## The task
Could you find every line in the records below that contains the word "named" and copy it?
-- Data provided follows --
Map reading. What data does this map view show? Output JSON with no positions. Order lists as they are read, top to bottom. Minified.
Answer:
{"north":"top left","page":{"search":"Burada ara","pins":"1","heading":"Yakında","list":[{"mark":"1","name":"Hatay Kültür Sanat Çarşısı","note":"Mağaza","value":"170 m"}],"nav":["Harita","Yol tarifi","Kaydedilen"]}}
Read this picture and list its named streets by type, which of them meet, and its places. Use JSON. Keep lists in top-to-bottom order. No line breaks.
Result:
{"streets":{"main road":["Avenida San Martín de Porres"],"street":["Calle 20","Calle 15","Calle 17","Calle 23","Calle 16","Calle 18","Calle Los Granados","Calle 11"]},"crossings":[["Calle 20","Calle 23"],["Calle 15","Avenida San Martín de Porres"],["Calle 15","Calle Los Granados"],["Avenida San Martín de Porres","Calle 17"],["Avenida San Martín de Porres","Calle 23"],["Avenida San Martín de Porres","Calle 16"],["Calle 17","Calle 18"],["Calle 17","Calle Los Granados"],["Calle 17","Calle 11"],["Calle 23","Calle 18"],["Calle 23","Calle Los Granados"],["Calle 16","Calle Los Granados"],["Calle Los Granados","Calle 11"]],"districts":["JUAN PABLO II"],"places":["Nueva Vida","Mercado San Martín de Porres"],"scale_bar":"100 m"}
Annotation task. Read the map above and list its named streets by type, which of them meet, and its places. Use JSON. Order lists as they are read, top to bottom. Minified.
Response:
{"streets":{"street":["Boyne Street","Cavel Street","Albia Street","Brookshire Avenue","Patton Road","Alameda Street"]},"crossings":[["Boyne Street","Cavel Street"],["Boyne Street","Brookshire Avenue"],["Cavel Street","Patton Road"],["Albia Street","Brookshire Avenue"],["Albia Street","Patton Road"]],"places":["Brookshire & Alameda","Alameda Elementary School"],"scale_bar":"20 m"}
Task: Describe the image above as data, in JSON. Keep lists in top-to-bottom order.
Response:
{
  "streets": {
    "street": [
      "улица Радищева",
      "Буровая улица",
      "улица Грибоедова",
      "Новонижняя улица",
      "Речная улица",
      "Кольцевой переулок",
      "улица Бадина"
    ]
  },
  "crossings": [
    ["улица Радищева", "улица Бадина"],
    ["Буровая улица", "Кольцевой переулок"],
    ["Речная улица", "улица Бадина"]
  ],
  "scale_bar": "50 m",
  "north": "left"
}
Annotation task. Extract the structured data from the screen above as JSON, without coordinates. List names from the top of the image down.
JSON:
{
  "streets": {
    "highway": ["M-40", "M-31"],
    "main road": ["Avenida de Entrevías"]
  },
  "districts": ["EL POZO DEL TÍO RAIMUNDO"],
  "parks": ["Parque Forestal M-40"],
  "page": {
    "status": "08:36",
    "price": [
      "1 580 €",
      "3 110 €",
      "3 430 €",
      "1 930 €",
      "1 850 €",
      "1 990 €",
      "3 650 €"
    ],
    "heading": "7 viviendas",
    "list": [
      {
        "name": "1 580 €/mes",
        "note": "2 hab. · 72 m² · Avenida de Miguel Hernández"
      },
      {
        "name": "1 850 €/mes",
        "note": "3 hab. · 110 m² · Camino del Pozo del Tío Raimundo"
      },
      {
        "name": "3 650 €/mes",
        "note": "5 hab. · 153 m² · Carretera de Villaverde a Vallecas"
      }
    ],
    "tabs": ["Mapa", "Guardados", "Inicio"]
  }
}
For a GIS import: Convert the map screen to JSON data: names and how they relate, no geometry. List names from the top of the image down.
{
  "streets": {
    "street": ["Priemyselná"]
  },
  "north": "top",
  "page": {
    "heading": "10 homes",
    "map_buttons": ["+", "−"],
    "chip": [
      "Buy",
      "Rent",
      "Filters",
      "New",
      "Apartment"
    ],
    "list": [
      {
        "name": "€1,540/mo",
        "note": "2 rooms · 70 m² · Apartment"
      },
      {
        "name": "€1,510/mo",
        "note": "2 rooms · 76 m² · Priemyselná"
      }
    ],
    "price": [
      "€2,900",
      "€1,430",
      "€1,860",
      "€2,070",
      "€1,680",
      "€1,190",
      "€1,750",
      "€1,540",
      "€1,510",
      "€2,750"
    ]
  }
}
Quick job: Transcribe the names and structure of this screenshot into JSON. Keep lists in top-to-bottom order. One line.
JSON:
-- Data provided concluded --
## Answer space
Read this picture and list its named streets by type, which of them meet, and its places. Use JSON. Keep lists in top-to-bottom order. No line breaks.
Annotation task. Read the map above and list its named streets by type, which of them meet, and its places. Use JSON. Order lists as they are read, top to bottom. Minified.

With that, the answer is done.